Task objective | What is needed is a word-for-word copy of all the entries, minus the pictures.

Data for review |
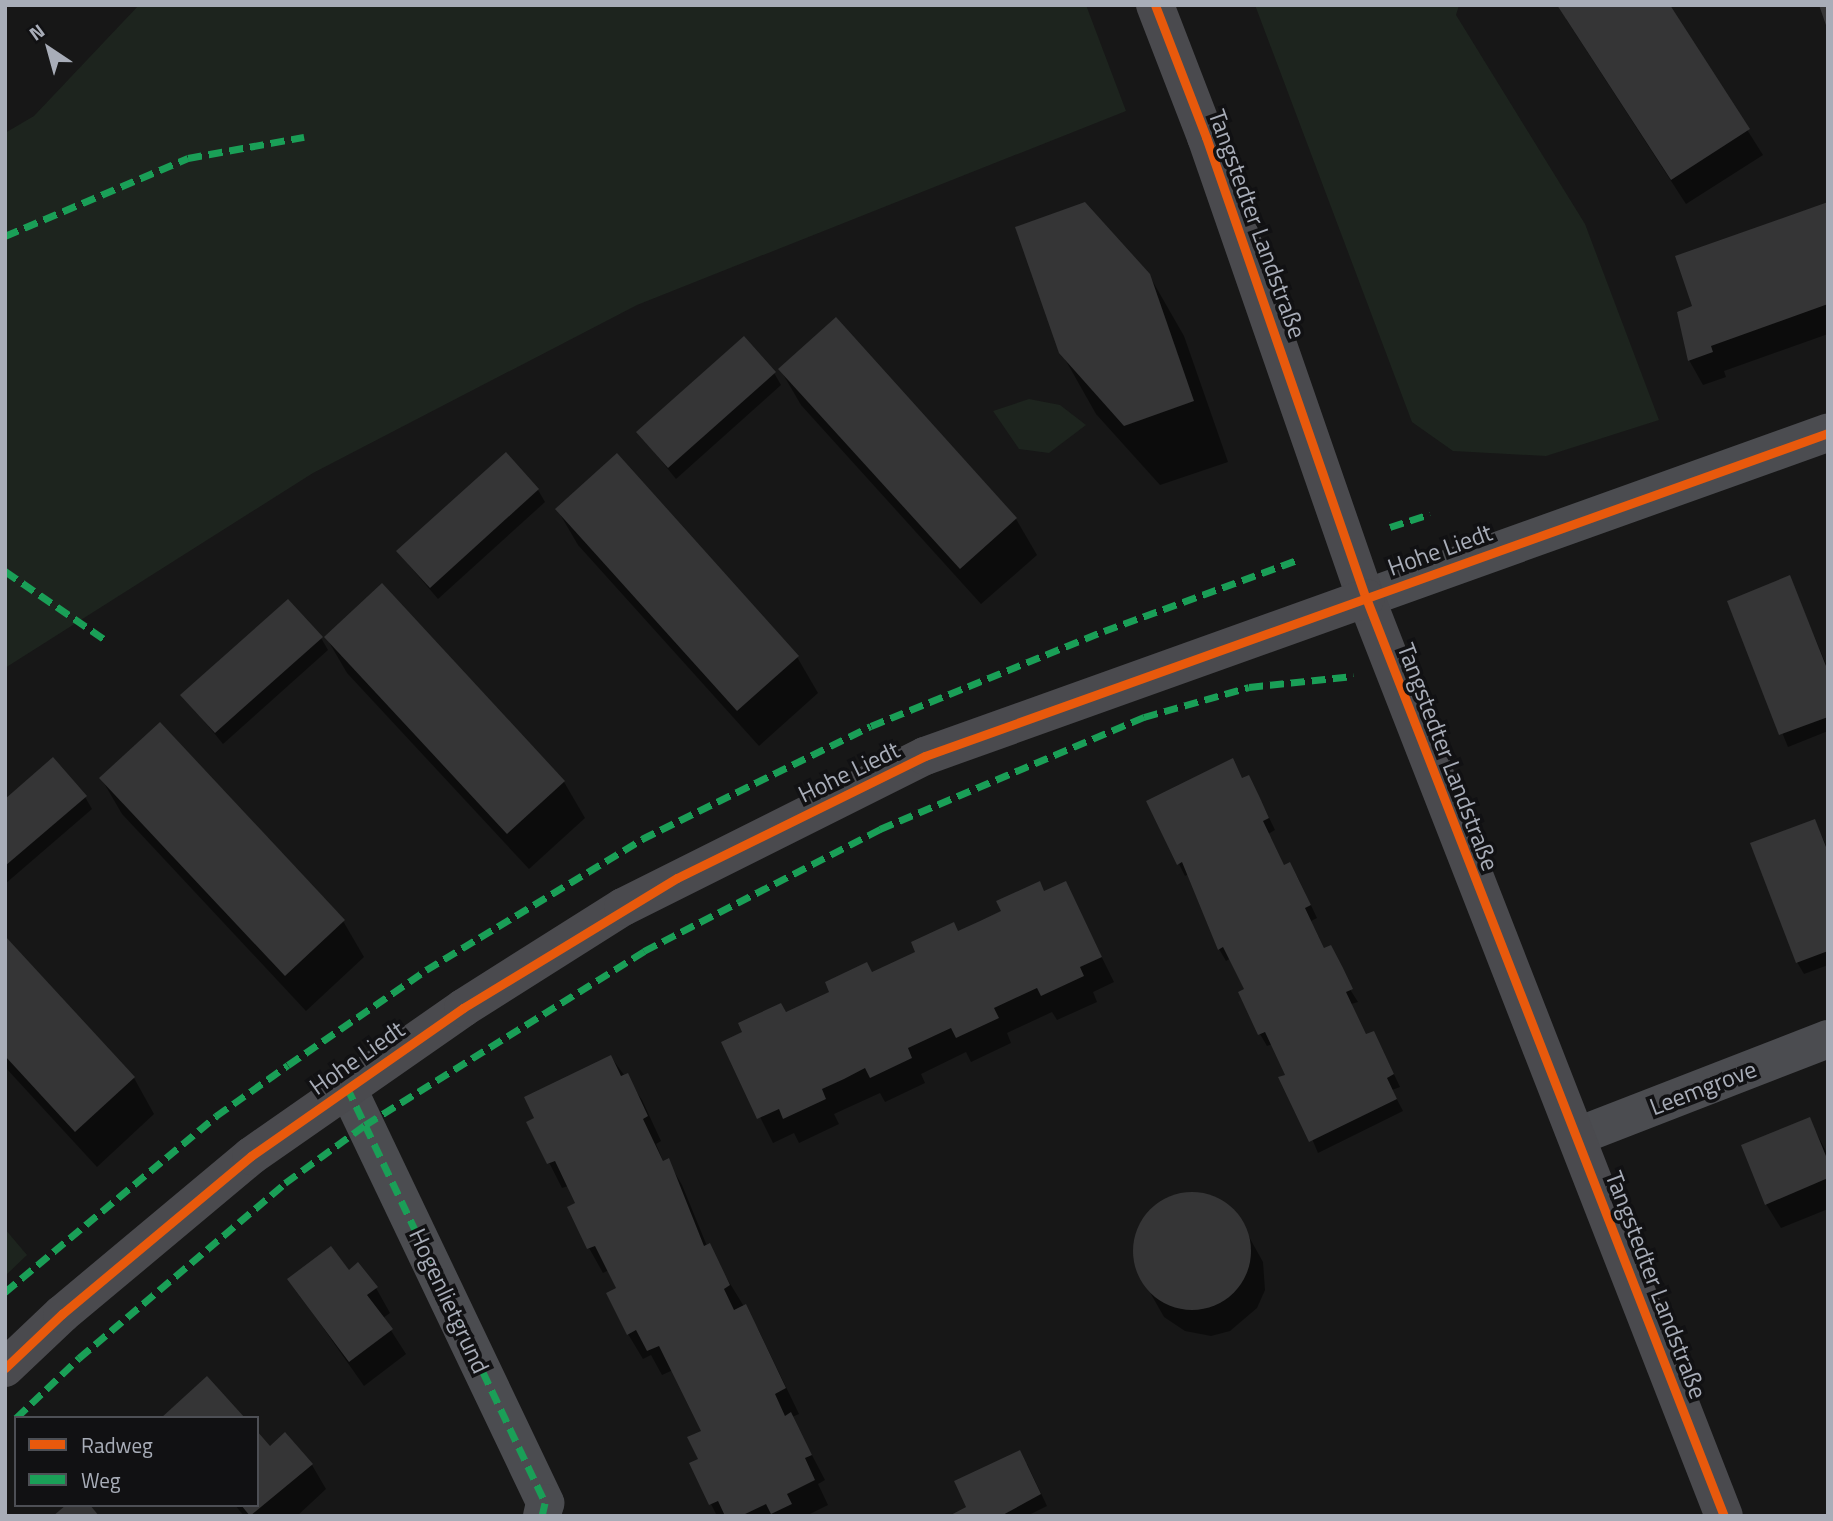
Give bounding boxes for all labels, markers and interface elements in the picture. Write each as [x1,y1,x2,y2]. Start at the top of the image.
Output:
north arrow [14,14,84,84]
text: N [23,16,50,47]
street label: Tangstedter Landstraße [1202,106,1312,342]
street label: Hohe Liedt [1384,518,1496,582]
street label: Tangstedter Landstraße [1391,639,1505,875]
street label: Hohe Liedt [794,735,904,809]
street label: Hohe Liedt [304,1015,410,1101]
street label: Leemgrove [1646,1054,1760,1122]
street label: Tangstedter Landstraße [1599,1167,1713,1403]
street label: Hogenlietgrund [403,1224,495,1378]
legend [14,1416,259,1507]
text: Radweg [81,1429,153,1461]
text: Weg [81,1464,121,1496]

Answer box |
Give bounding boxes for all labels, markers and interface elements in the picture. Write each as [x1,y1,x2,y2]. Start at the top of the image.
Output:
north arrow [14,14,84,84]
text: N [23,16,50,47]
street label: Tangstedter Landstraße [1202,106,1312,342]
street label: Hohe Liedt [1384,518,1496,582]
street label: Tangstedter Landstraße [1391,639,1505,875]
street label: Hohe Liedt [794,735,904,809]
street label: Hohe Liedt [304,1015,410,1101]
street label: Leemgrove [1646,1054,1760,1122]
street label: Tangstedter Landstraße [1599,1167,1713,1403]
street label: Hogenlietgrund [403,1224,495,1378]
legend [14,1416,259,1507]
text: Radweg [81,1429,153,1461]
text: Weg [81,1464,121,1496]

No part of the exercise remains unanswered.